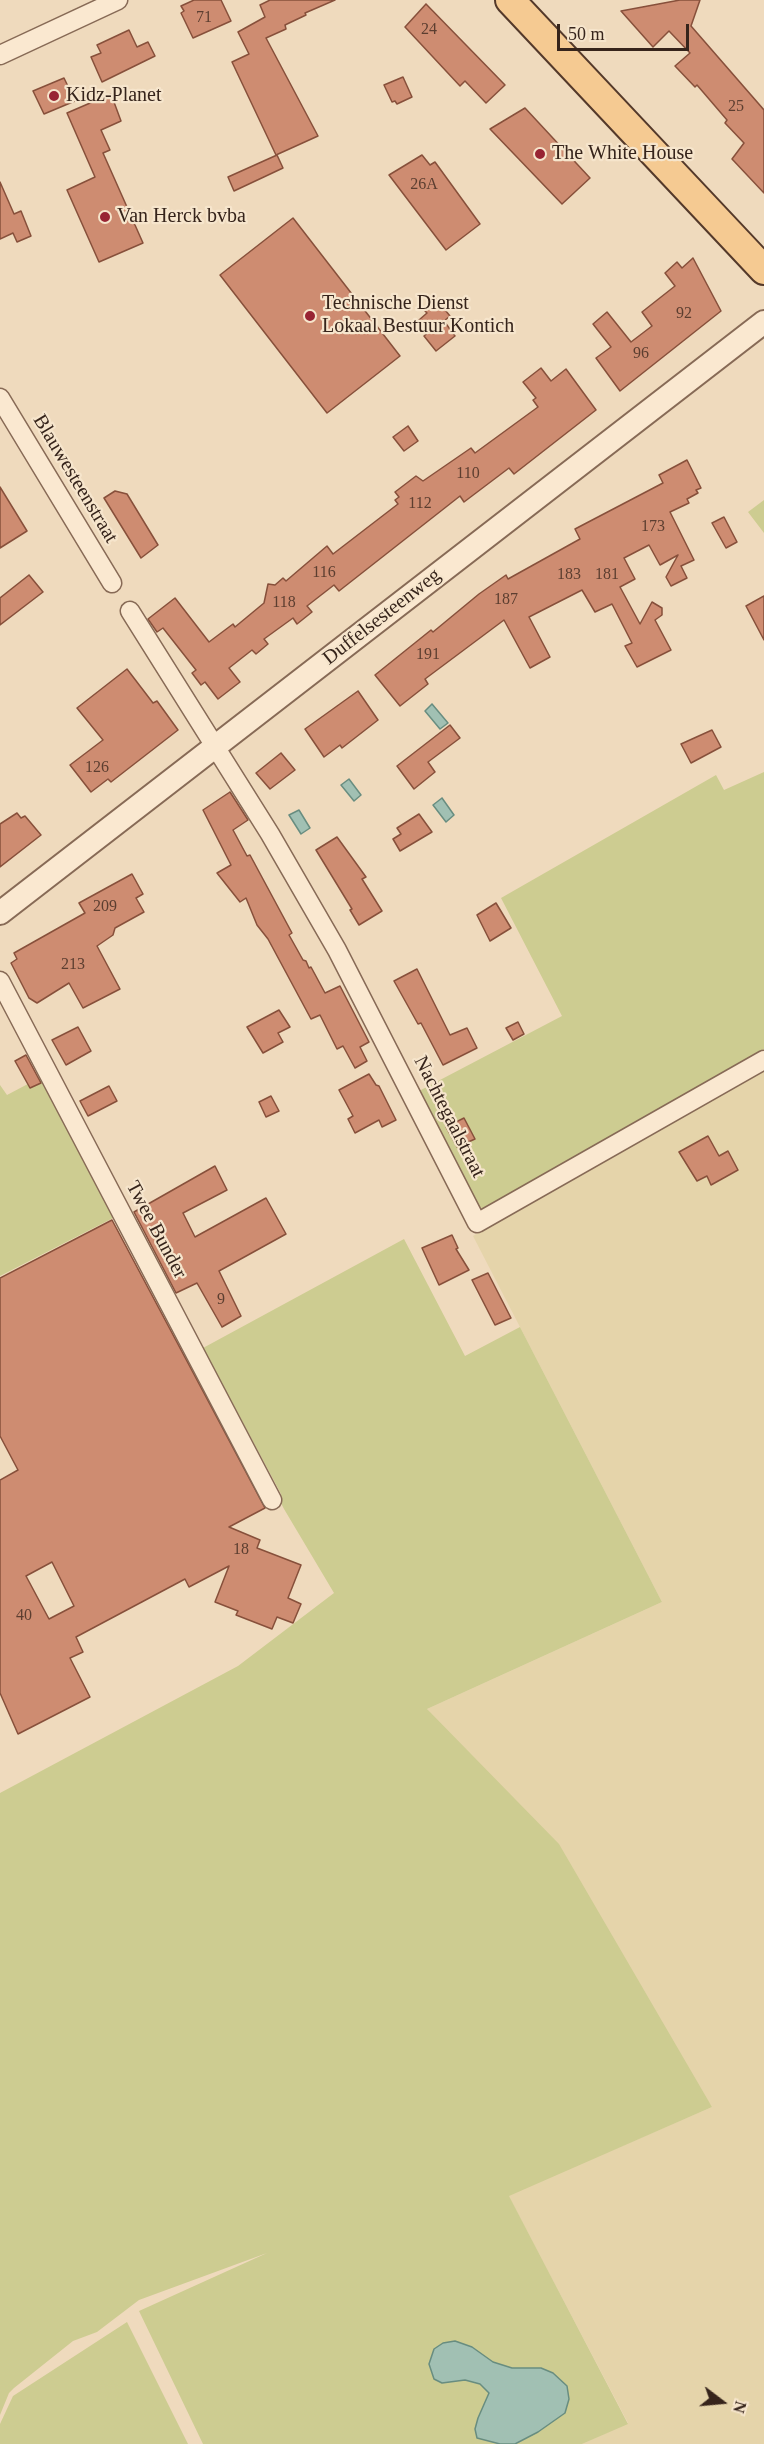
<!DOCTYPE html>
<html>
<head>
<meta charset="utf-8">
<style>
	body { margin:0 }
	#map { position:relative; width:764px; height:2444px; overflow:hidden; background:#efdabd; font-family:"Times New Roman",serif }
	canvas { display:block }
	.north { position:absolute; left:692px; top:2372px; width:60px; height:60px; -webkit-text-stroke:4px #f6e5cc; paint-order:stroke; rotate:106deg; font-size:16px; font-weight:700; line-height:24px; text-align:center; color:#36241b }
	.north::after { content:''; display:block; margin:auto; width:21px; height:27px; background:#36241b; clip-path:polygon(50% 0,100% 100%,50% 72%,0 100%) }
	.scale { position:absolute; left:557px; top:24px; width:132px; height:27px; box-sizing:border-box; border:3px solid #36241b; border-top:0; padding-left:8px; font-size:18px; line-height:21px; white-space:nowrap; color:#36241b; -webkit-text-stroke:4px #f6e5cc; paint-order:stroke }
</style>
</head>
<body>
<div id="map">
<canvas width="764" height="2444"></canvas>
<div class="north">N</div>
<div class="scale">50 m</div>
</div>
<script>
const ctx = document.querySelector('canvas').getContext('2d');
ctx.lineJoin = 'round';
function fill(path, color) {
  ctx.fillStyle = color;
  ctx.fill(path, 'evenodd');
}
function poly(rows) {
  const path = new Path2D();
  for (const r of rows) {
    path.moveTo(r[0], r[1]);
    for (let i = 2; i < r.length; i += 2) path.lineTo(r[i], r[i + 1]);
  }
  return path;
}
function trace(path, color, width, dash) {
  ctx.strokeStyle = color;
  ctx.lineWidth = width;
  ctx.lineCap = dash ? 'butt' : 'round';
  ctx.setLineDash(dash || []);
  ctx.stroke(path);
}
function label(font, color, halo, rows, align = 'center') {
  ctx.font = font + ' "Times New Roman",serif';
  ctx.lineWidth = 4.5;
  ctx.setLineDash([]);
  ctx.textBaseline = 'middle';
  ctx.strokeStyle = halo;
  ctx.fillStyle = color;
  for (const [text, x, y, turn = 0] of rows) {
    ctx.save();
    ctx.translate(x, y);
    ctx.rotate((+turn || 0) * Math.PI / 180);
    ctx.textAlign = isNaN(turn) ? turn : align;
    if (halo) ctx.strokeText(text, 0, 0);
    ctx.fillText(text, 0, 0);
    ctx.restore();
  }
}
fill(poly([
	[764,1068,764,2444,582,2444,628,2423,508,2195,712,2107,427,1709,662,1602,473,1236]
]), '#e5d4aa');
fill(poly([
	[764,500,764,533,748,512],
	[764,772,764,1049,483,1209,479,1206,419,1091,562,1016,501,898,716,775,724,790],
	[43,1076,117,1216,0,1276,0,1085,7,1095],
	[404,1239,465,1356,520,1327,662,1602,427,1709,559,1844,712,2107,509,2196,628,2424,582,2444,203,2444,139,2311,267,2253,139,2300,97,2332,73,2341,14,2388,9,2393,0,2415,0,1793,238,1666,334,1593,284,1509,278,1497,281,1494,203,1348],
	[127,2322,188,2444,0,2444,0,2424,13,2396]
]), '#cdcc91');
const water = poly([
	[432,704,448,723,440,729,425,711,432,704],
	[349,779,361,795,354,801,341,785,349,779],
	[442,798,454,815,446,822,433,805,442,798],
	[299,810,310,828,301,834,289,815,299,810],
	[455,2341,472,2347,493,2362,512,2368,541,2368,553,2373,567,2386,569,2399,565,2413,538,2432,515,2444,500,2444,477,2438,475,2429,478,2418,489,2393,480,2384,465,2380,442,2383,434,2379,429,2364,434,2349,443,2343,455,2341]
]);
fill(water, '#a1c0b3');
trace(water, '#688d80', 1.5);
const building = poly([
	[194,0,221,0,231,21,193,38,181,13,184,11,181,6,194,0],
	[270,0,335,0,305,13,306,15,285,25,286,29,266,38,318,136,276,155,232,62,249,54,238,32,265,17,260,5,270,0],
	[680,0,700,0,691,26,764,110,764,193,732,159,744,143,725,123,727,120,697,85,695,87,675,66,690,53,669,31,653,47,621,11,680,0],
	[426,4,505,85,486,103,465,81,460,86,405,27,426,4],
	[129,30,137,47,148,42,155,56,102,82,91,57,101,53,97,45,129,30],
	[403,77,412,97,397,104,395,101,392,102,384,85,403,77],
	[64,78,75,101,44,114,33,91,64,78],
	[111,94,121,121,101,130,110,150,103,153,143,243,99,262,67,190,95,177,67,113,111,94],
	[525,108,590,178,562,204,490,129,525,108],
	[277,155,283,168,234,191,228,177,277,155],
	[422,155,430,165,435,162,480,224,446,250,389,175,422,155],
	[0,182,14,214,21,211,31,236,17,242,13,233,0,239,0,182],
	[293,218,400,356,327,413,220,275,293,218],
	[693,258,721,311,620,391,596,358,611,347,593,324,607,312,631,342,652,326,642,312,675,286,665,273,677,262,682,268,693,258],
	[436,299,450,316,444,321,455,336,436,351,424,336,429,332,419,320,427,313,423,309,436,299],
	[541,368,551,381,566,369,596,410,514,474,509,468,464,502,460,496,339,591,334,585,307,606,312,612,297,624,293,618,264,639,268,644,256,654,252,650,229,668,240,682,218,699,205,682,201,685,192,673,196,670,163,628,157,632,148,619,175,598,209,642,233,624,235,627,264,603,268,584,275,585,283,578,286,581,327,546,333,554,398,504,395,500,399,497,395,492,416,476,423,481,471,448,475,453,538,407,533,400,536,398,523,382,541,368],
	[408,426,418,441,404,451,393,437,408,426],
	[687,460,701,488,696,490,698,493,687,499,689,503,670,512,694,560,681,566,687,578,671,586,666,577,678,555,660,565,649,545,624,558,635,579,620,587,640,624,652,602,662,608,662,615,655,620,671,650,637,667,625,646,632,643,612,604,595,612,582,590,529,617,550,657,530,668,504,620,425,679,428,684,400,706,375,675,431,630,433,632,479,594,506,575,508,579,580,539,575,529,663,483,659,475,687,460],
	[0,487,27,531,0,548,0,487],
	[115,491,127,494,158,545,141,558,104,498,115,491],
	[724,517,737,542,726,548,712,523,724,517],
	[29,575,43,592,0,625,0,598,29,575],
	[764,596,764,640,746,606,764,596],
	[127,669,153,703,157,701,178,730,111,782,108,779,91,792,70,765,103,740,77,708,127,669],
	[358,691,378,720,342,748,340,745,324,757,305,729,358,691],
	[450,725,460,738,428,762,435,772,414,789,397,766,450,725],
	[712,730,721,747,691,763,681,744,712,730],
	[281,753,295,770,270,789,256,773,281,753],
	[230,792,248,820,233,830,247,856,250,855,292,933,289,935,303,960,306,961,309,968,311,967,325,993,340,986,369,1042,360,1047,367,1061,355,1068,343,1046,337,1049,320,1015,311,1019,268,939,257,925,246,898,240,902,217,873,231,865,203,810,230,792],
	[17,813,21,818,25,816,41,835,0,867,0,824,17,813],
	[419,814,432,832,400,851,393,839,401,834,397,828,419,814],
	[337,837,366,877,362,879,382,911,359,925,350,910,352,909,316,850,337,837],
	[132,874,143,894,136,898,144,912,115,928,113,935,97,946,120,989,83,1008,69,983,37,1003,29,998,11,963,17,959,14,953,85,913,79,903,132,874],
	[496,903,511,928,490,941,477,915,496,903],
	[417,969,450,1035,467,1028,477,1048,443,1065,421,1023,418,1024,394,981,417,969],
	[279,1010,290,1027,278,1033,283,1042,263,1053,247,1027,279,1010],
	[518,1022,524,1034,513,1040,506,1028,518,1022],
	[78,1027,91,1051,66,1065,52,1040,78,1027],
	[26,1055,41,1083,30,1088,15,1061,26,1055],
	[369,1074,376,1085,379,1086,396,1120,382,1127,379,1120,355,1133,348,1119,353,1116,339,1090,369,1074],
	[109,1086,117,1101,88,1116,80,1101,109,1086],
	[271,1096,279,1111,266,1117,259,1102,271,1096],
	[464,1118,475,1139,457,1147,446,1127,464,1118],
	[708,1136,719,1156,728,1151,738,1170,711,1185,707,1176,697,1181,679,1152,708,1136],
	[215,1166,227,1190,183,1213,195,1237,266,1198,286,1234,219,1271,241,1316,222,1327,197,1283,176,1293,134,1212,215,1166],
	[112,1220,265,1508,229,1527,260,1540,257,1548,301,1565,288,1598,301,1604,293,1623,277,1617,272,1629,236,1615,238,1611,215,1602,229,1566,189,1587,185,1579,76,1637,83,1652,70,1658,90,1697,18,1734,0,1693,0,1480,18,1470,0,1436,0,1278,112,1220],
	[52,1562,74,1606,49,1619,26,1576,52,1562],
	[452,1235,458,1248,456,1249,469,1270,439,1285,422,1248,452,1235],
	[488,1273,511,1318,495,1325,472,1280,488,1273]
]);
fill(building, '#ce8c71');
trace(building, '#87503b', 1.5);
const minor = poly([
	[0,55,118,0],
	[0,398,112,583],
	[130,611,270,834,337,950,477,1223,764,1060],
	[0,981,272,1500]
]);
const tertiary = poly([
	[0,913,764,322]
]);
const primary = poly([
	[510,0,764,270]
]);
trace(minor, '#876a56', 21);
trace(tertiary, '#876a56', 26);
trace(primary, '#54392a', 32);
trace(minor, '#fae8d0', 18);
trace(tertiary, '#fae8d0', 22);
trace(primary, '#f5ca92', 28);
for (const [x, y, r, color] of [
	[54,96,6,"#982433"],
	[540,154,6,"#982433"],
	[105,217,6,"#982433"],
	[310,316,6,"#982433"]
]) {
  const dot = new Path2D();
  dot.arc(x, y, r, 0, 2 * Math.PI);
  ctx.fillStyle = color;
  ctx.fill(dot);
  trace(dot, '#f6e5cc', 2);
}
label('16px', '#5c3e30', null, [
	["71",204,18],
	["24",429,30],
	["25",736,107],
	["26A",424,185],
	["92",684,314],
	["96",641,354],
	["110",468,474],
	["112",420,504],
	["173",653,527],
	["116",324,573],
	["183",569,575],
	["181",607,575],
	["187",506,600],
	["118",284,603],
	["191",428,655],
	["126",97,768],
	["209",105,907],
	["213",73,965],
	["9",221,1300],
	["18",241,1550],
	["40",24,1616]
]);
label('20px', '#36241b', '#f6e5cc', [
	["Kidz-Planet",66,96],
	["The White House",552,154],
	["Van Herck bvba",117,217],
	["Technische Dienst",322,304],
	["Lokaal Bestuur Kontich",322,327]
], 'left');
label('20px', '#36241b', '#f6e5cc', [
	["Blauwesteenstraat",75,479,59],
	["Duffelsesteenweg",382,617,-38],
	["Nachtegaalstraat",449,1117,63],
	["Twee Bunder",156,1230,62]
]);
</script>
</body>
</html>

## Exercise prompt
Return the material line for line, from its beginning to the line that contains "ctx.setLineDash([]);", with the pictures left out.

## Completed task
<!DOCTYPE html>
<html>
<head>
<meta charset="utf-8">
<style>
	body { margin:0 }
	#map { position:relative; width:764px; height:2444px; overflow:hidden; background:#efdabd; font-family:"Times New Roman",serif }
	canvas { display:block }
	.north { position:absolute; left:692px; top:2372px; width:60px; height:60px; -webkit-text-stroke:4px #f6e5cc; paint-order:stroke; rotate:106deg; font-size:16px; font-weight:700; line-height:24px; text-align:center; color:#36241b }
	.north::after { content:''; display:block; margin:auto; width:21px; height:27px; background:#36241b; clip-path:polygon(50% 0,100% 100%,50% 72%,0 100%) }
	.scale { position:absolute; left:557px; top:24px; width:132px; height:27px; box-sizing:border-box; border:3px solid #36241b; border-top:0; padding-left:8px; font-size:18px; line-height:21px; white-space:nowrap; color:#36241b; -webkit-text-stroke:4px #f6e5cc; paint-order:stroke }
</style>
</head>
<body>
<div id="map">
<canvas width="764" height="2444"></canvas>
<div class="north">N</div>
<div class="scale">50 m</div>
</div>
<script>
const ctx = document.querySelector('canvas').getContext('2d');
ctx.lineJoin = 'round';
function fill(path, color) {
  ctx.fillStyle = color;
  ctx.fill(path, 'evenodd');
}
function poly(rows) {
  const path = new Path2D();
  for (const r of rows) {
    path.moveTo(r[0], r[1]);
    for (let i = 2; i < r.length; i += 2) path.lineTo(r[i], r[i + 1]);
  }
  return path;
}
function trace(path, color, width, dash) {
  ctx.strokeStyle = color;
  ctx.lineWidth = width;
  ctx.lineCap = dash ? 'butt' : 'round';
  ctx.setLineDash(dash || []);
  ctx.stroke(path);
}
function label(font, color, halo, rows, align = 'center') {
  ctx.font = font + ' "Times New Roman",serif';
  ctx.lineWidth = 4.5;
  ctx.setLineDash([]);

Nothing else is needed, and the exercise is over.